Tuesday, June 15, 2010

Livers grown in the laboratory could solve organ transplant shortage

Many centers around the world are experimenting in their labs to find ways to repair or grow new organs and the following report gives hope for the future of liver transplantation.

I had the great pleasure of visiting the labs at the McEwen Centre for Regenerative Medicine at Toronto General Hospital, University Health Network and saw first hand the exciting experiments the scientists were doing with stem cell biology and regenerative medicine.

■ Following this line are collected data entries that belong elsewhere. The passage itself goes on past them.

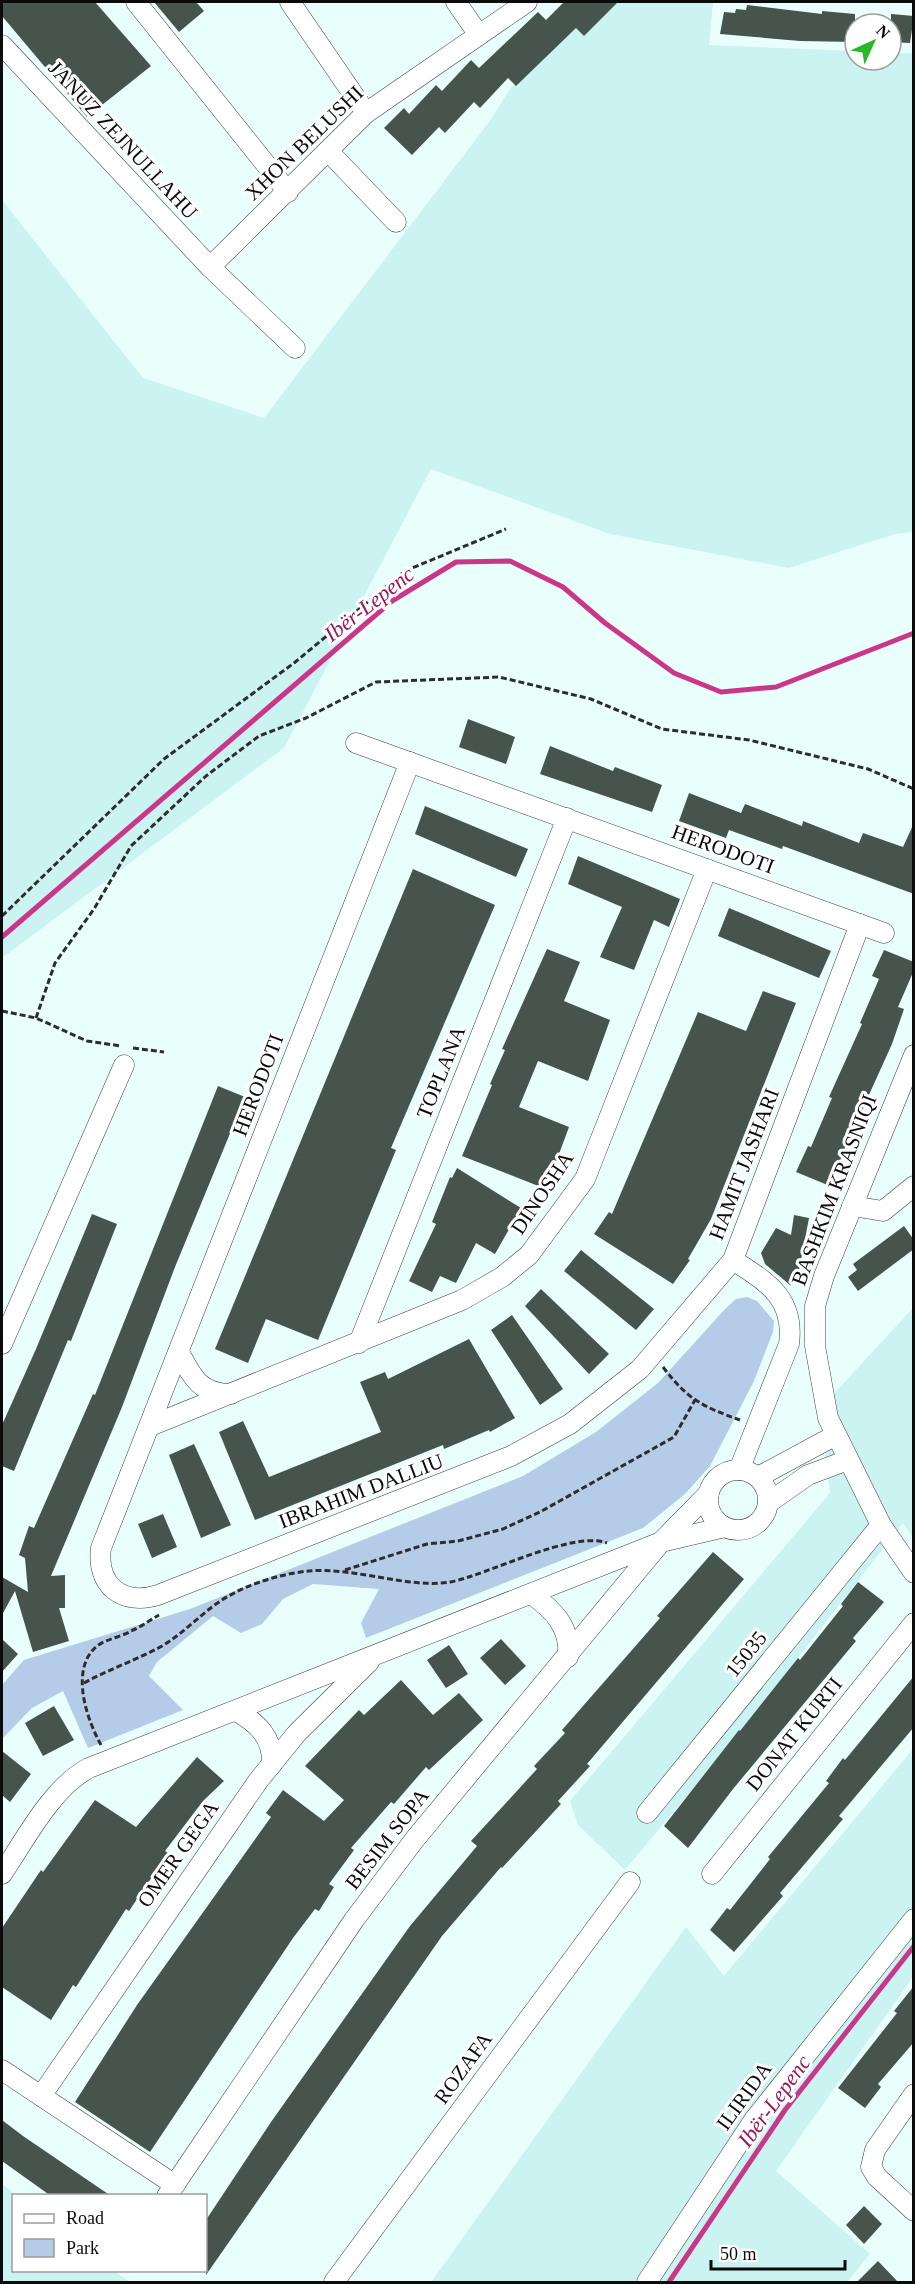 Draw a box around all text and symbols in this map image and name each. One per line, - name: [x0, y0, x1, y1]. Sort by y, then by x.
- north arrow: [843, 12, 903, 72]
- text: N: [873, 22, 894, 42]
- street label: JANUZ ZEJNULLAHU: [44, 56, 202, 224]
- street label: XHON BELUSHI: [240, 81, 368, 205]
- water label: Ibër-Lepenc: [318, 561, 419, 647]
- street label: HERODOTI: [668, 819, 778, 879]
- street label: TOPLANA: [412, 1021, 471, 1122]
- street label: HERODOTI: [228, 1031, 288, 1139]
- street label: HAMIT JASHARI: [704, 1085, 784, 1243]
- street label: BASHKIM KRASNIQI: [787, 1091, 881, 1289]
- street label: DINOSHA: [506, 1146, 579, 1239]
- street label: IBRAHIM DALLIU: [275, 1449, 447, 1533]
- street label: 15035: [720, 1626, 772, 1682]
- street label: DONAT KURTI: [741, 1672, 847, 1796]
- street label: BESIM SOPA: [340, 1783, 434, 1894]
- street label: OMER GEGA: [133, 1796, 224, 1912]
- street label: ROZAFA: [429, 2027, 497, 2108]
- water label: Ibër-Lepenc: [732, 2050, 816, 2152]
- street label: ILIRIDA: [711, 2057, 777, 2135]
- legend: [12, 2194, 207, 2272]
- text: Road: [66, 2208, 104, 2228]
- scale bar: [711, 2233, 844, 2271]
- text: Park: [66, 2238, 99, 2258]
- text: 50 m: [720, 2244, 757, 2264] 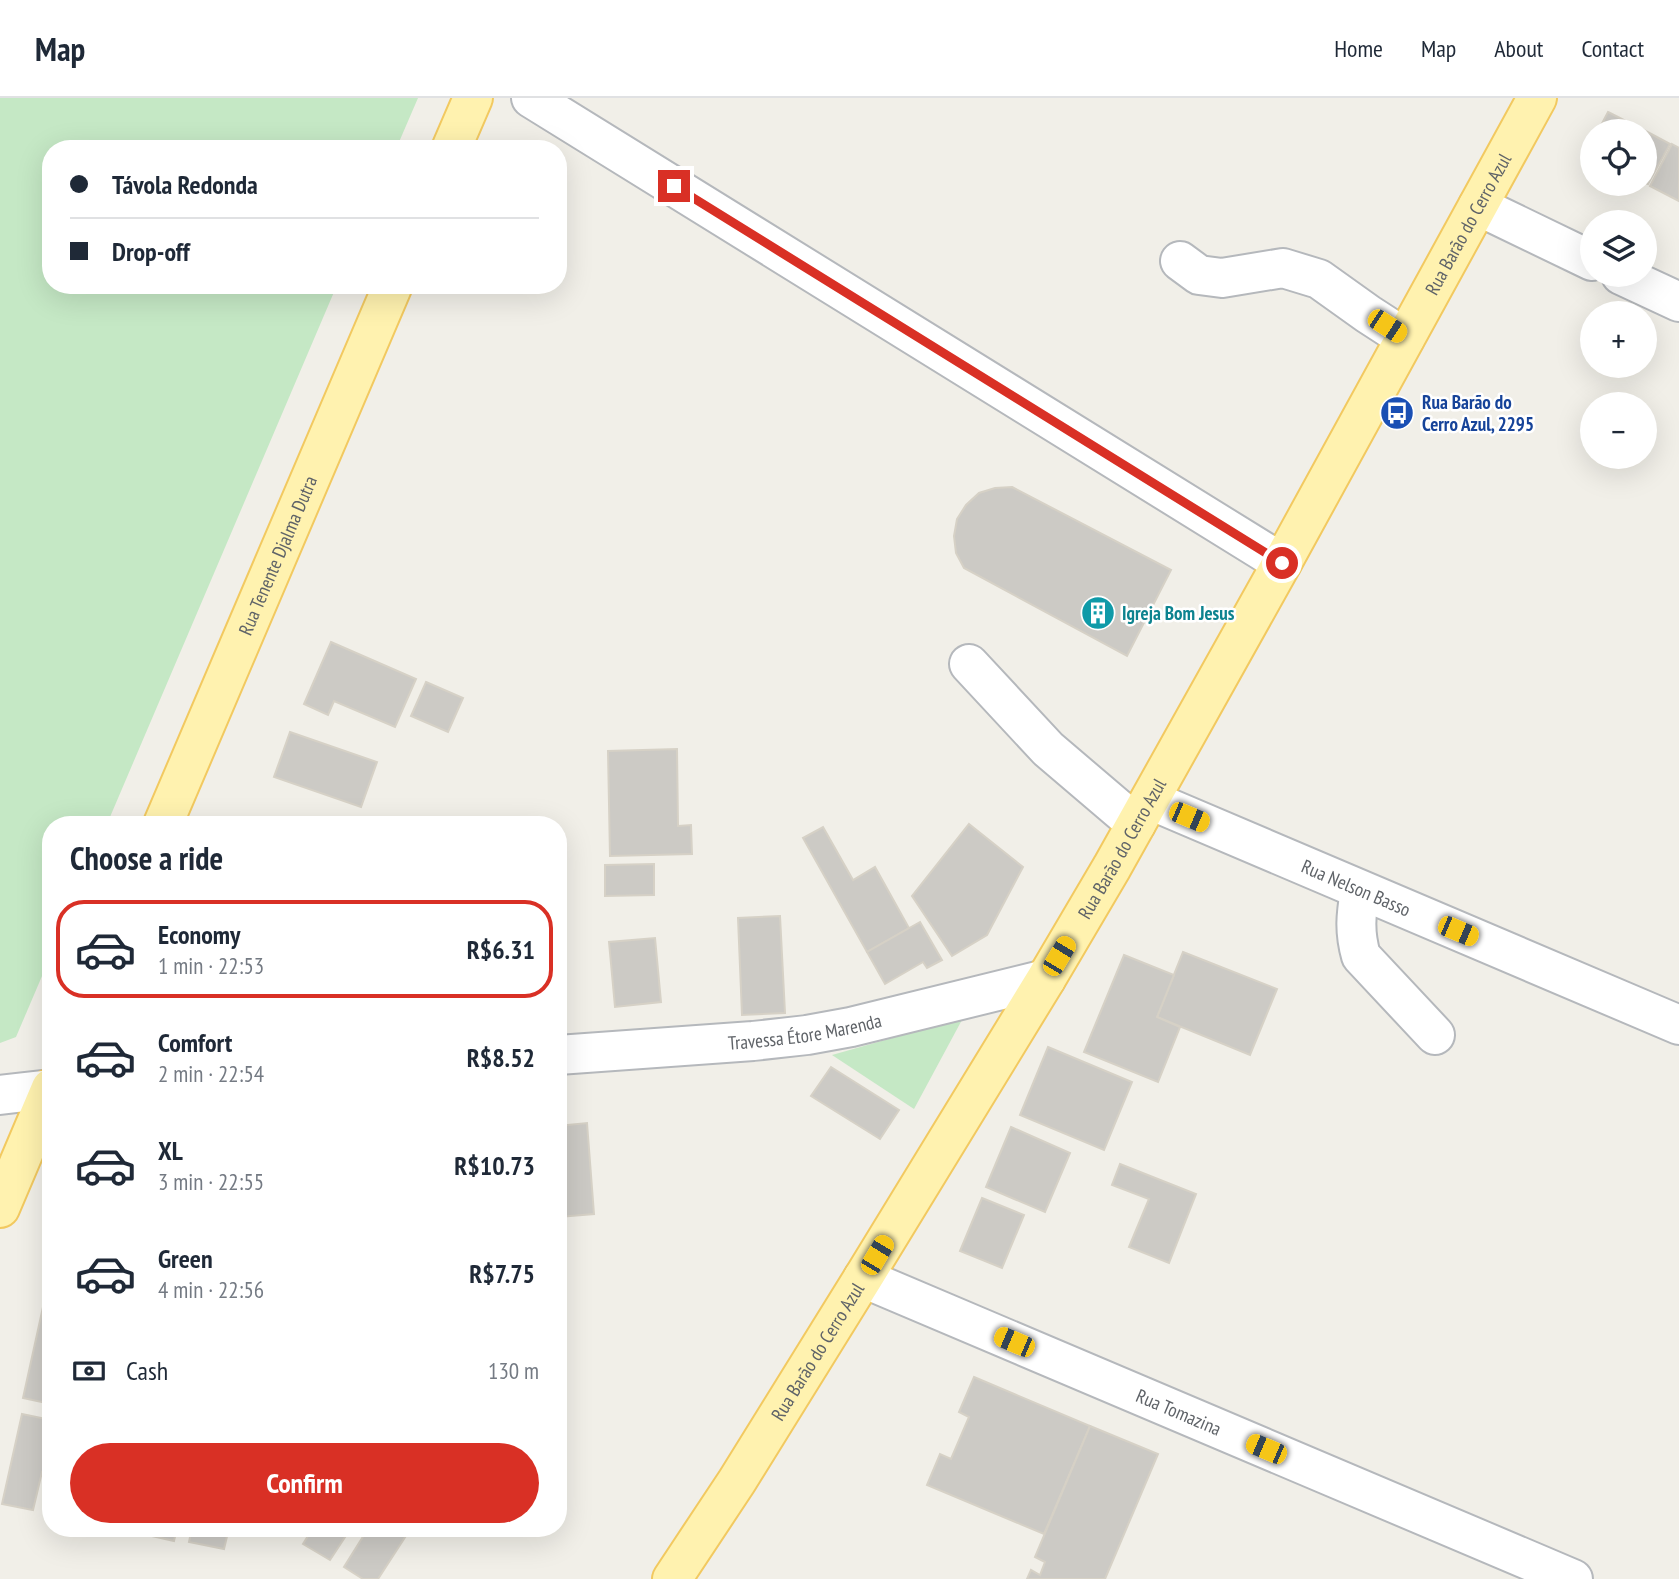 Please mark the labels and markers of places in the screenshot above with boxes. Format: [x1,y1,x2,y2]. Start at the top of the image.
place label: Rua Barão do Cerro Azul, 2295 [1422,390,1534,436]
bus stop icon: Rua Barão do Cerro Azul, 2295 [1378,394,1416,432]
building icon: Igreja Bom Jesus [1079,594,1117,632]
place label: Igreja Bom Jesus [1122,601,1235,625] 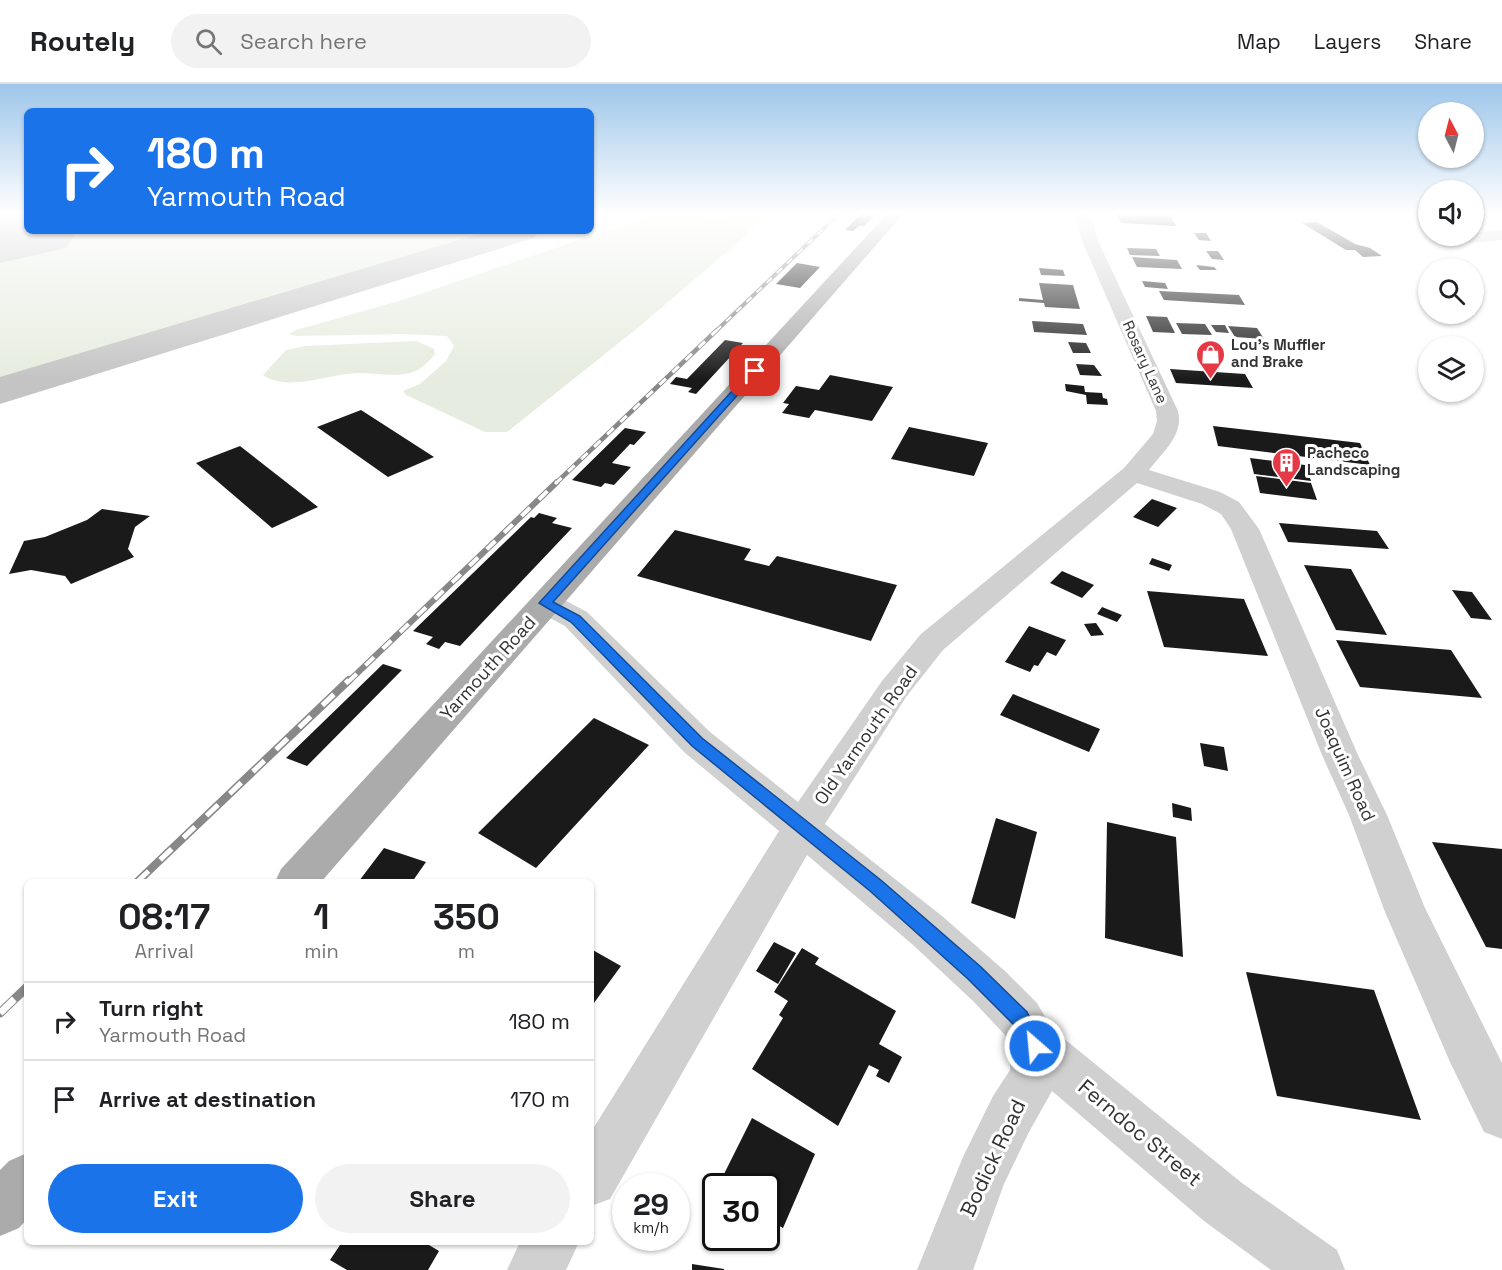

McEwan scientists have successfully used gene therapy to repair and recondition donor lungs that were found unsuitable for transplant. Also, researchers at McEwan are using stem cells not just to try to regenerate damaged spinal cords or hearts but to test medications on organ cells grown from stem cells. They can now generate heart cells from human stem cells and generate liver cells from human stem cells. Heart and liver transplant recipients are especially vulnerable to side effects from medications and the feeling is that new drugs could be tested in the lab before they are ever given to patients. This is an exciting time in organ transplantation as scientists are working to find ways to ease the shortage of organs for transplantation, improve medications and save more lives.


Livers could be grown in the laboratory for transplantation into humans within five years, new research suggests.

By Richard Alleyne, Science Correspondent
Telegraph.co.uk

Livers from organ donors are often too damaged to be used Photo: PA

Doctors believe the breakthrough could "revolutionize" how liver diseases are treated and also solve the shortage of organs for transplant.

The techinique could be used to recycle thousands of donated organs which are at present considered too old or damaged for transplantation.

The liver could be 'rejuvenated' using the patient's own cells, removing the need for powerful drugs to prevent the body rejecting the organ.

"The basic idea is to grow a liver in the lab for transplantation," said Dr Korkot Uygon at Harvard Medical School.

"If we succeed it will definitely revolutionise how liver diseases are treated."

More than 600 liver transplants are carried out each year in Britain, but it is estimated that more than a fifth of patients die waiting.

Many livers have to be discarded because they are too old or too damaged to be of any use.

The new technique works by effectively chemically stripping the old liver down too its basic "scaffold" or exoskeleton in a process of called "decellularization".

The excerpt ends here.